WHAT YOU NEED TO DO ▸
Starting at the first line of the data, please print exactly those lines through the one that holds "M 34,159 L 60,184 L 47,197 L 34,184 Z", omitting every picture.
+ + + + + + +
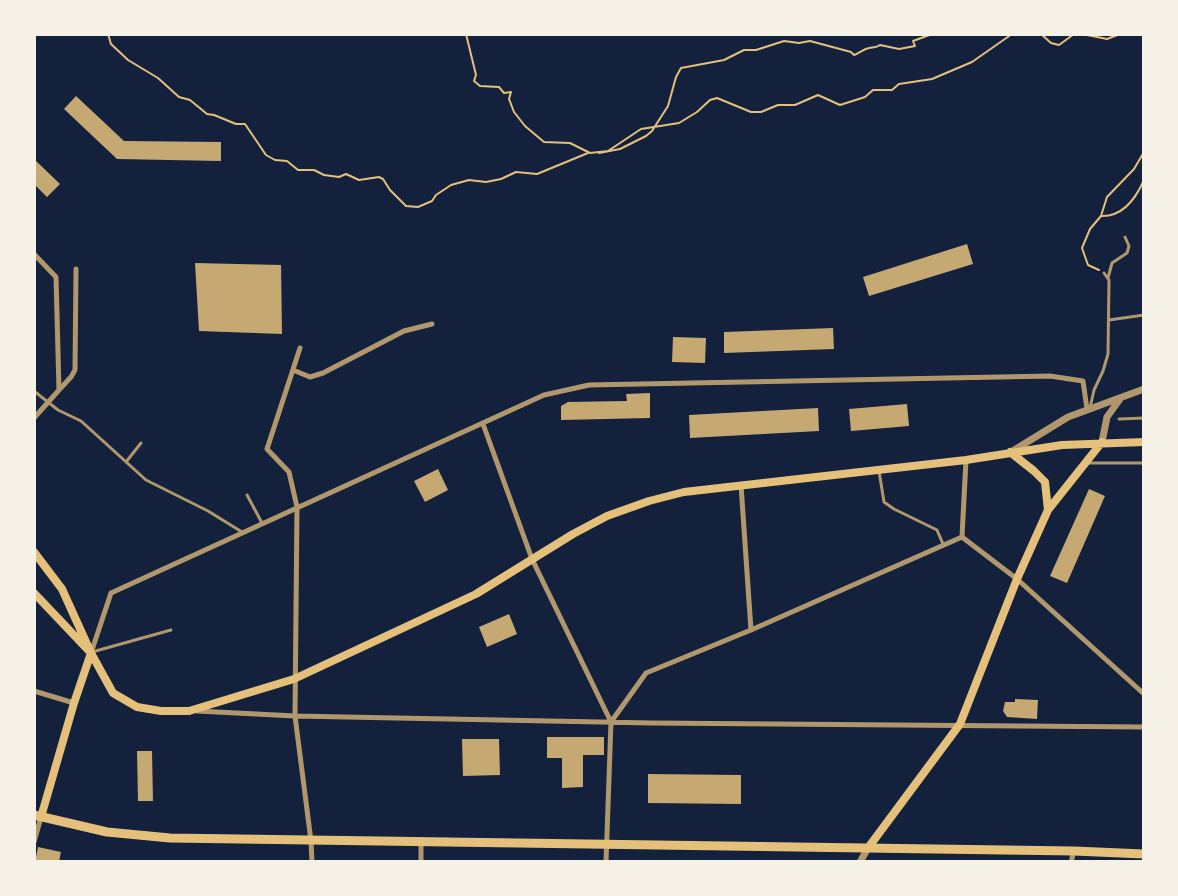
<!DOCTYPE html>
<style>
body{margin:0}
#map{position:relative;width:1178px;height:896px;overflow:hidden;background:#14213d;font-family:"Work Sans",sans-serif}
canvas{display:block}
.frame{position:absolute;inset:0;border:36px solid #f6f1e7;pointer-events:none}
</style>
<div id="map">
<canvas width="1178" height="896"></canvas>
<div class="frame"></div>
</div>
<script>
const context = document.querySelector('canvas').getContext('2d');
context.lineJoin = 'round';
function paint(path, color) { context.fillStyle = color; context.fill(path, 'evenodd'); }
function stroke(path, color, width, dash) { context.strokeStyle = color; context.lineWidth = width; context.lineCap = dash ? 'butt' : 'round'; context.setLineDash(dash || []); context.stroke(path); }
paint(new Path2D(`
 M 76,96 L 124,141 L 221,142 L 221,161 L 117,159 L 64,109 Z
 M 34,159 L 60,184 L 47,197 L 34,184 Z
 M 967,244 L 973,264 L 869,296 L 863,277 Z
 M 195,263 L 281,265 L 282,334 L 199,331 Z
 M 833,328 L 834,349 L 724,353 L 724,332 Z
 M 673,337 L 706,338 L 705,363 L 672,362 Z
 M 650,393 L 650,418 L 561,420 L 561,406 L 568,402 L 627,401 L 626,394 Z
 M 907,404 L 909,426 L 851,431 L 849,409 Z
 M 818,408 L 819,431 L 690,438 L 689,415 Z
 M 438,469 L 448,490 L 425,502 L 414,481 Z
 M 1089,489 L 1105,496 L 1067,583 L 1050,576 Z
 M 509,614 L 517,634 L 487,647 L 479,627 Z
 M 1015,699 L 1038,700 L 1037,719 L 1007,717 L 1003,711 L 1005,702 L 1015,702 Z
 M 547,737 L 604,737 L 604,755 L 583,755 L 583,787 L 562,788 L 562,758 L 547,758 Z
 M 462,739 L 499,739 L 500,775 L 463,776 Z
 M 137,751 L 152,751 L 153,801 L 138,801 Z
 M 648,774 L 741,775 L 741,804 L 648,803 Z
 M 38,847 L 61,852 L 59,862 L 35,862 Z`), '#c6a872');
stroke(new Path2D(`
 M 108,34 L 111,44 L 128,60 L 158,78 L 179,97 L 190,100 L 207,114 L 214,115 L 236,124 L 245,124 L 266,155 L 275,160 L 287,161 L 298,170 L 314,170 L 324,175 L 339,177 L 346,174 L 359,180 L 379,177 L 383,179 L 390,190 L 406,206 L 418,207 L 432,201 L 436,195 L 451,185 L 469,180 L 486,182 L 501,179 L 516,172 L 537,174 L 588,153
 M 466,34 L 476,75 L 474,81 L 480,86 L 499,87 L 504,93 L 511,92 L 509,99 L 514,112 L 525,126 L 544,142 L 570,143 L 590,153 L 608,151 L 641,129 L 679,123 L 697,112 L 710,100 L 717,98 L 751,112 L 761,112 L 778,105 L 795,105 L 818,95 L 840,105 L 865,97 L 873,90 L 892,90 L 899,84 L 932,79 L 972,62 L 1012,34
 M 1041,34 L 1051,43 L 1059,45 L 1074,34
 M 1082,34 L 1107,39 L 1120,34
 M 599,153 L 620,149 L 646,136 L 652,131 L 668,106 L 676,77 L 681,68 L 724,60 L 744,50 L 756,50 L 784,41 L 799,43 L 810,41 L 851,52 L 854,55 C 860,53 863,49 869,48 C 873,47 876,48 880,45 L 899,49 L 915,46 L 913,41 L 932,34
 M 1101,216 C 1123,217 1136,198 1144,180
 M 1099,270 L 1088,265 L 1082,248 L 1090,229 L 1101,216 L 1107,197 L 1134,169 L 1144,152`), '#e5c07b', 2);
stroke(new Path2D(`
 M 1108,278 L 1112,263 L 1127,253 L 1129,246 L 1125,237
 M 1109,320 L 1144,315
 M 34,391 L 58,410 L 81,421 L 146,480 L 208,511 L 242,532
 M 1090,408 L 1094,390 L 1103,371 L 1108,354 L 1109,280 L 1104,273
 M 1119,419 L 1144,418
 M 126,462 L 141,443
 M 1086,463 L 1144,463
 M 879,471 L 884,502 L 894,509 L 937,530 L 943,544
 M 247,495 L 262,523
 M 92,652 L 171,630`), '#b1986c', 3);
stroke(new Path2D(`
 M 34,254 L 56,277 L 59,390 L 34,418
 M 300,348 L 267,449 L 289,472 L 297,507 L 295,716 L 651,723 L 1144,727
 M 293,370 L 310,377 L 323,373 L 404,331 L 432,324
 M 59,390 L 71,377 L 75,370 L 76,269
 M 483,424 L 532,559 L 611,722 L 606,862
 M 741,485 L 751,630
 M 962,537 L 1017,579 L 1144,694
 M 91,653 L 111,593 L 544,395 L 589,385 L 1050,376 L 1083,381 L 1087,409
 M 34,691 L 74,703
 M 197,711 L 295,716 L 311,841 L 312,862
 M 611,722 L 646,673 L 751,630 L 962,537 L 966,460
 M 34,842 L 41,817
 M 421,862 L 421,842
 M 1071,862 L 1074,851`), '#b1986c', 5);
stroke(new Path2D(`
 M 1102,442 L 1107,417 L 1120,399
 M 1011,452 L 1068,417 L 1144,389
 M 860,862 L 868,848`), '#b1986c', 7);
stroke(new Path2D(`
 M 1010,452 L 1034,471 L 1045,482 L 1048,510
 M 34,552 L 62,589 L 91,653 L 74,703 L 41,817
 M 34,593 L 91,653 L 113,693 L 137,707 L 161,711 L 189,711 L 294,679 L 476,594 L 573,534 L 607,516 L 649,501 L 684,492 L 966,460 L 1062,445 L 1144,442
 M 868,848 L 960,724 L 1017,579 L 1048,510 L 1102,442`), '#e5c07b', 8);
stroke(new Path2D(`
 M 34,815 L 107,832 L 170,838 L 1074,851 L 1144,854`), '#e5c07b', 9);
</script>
+ + + + + + +
PROBLEM SOLUTION ▸
<!DOCTYPE html>
<style>
body{margin:0}
#map{position:relative;width:1178px;height:896px;overflow:hidden;background:#14213d;font-family:"Work Sans",sans-serif}
canvas{display:block}
.frame{position:absolute;inset:0;border:36px solid #f6f1e7;pointer-events:none}
</style>
<div id="map">
<canvas width="1178" height="896"></canvas>
<div class="frame"></div>
</div>
<script>
const context = document.querySelector('canvas').getContext('2d');
context.lineJoin = 'round';
function paint(path, color) { context.fillStyle = color; context.fill(path, 'evenodd'); }
function stroke(path, color, width, dash) { context.strokeStyle = color; context.lineWidth = width; context.lineCap = dash ? 'butt' : 'round'; context.setLineDash(dash || []); context.stroke(path); }
paint(new Path2D(`
 M 76,96 L 124,141 L 221,142 L 221,161 L 117,159 L 64,109 Z
 M 34,159 L 60,184 L 47,197 L 34,184 Z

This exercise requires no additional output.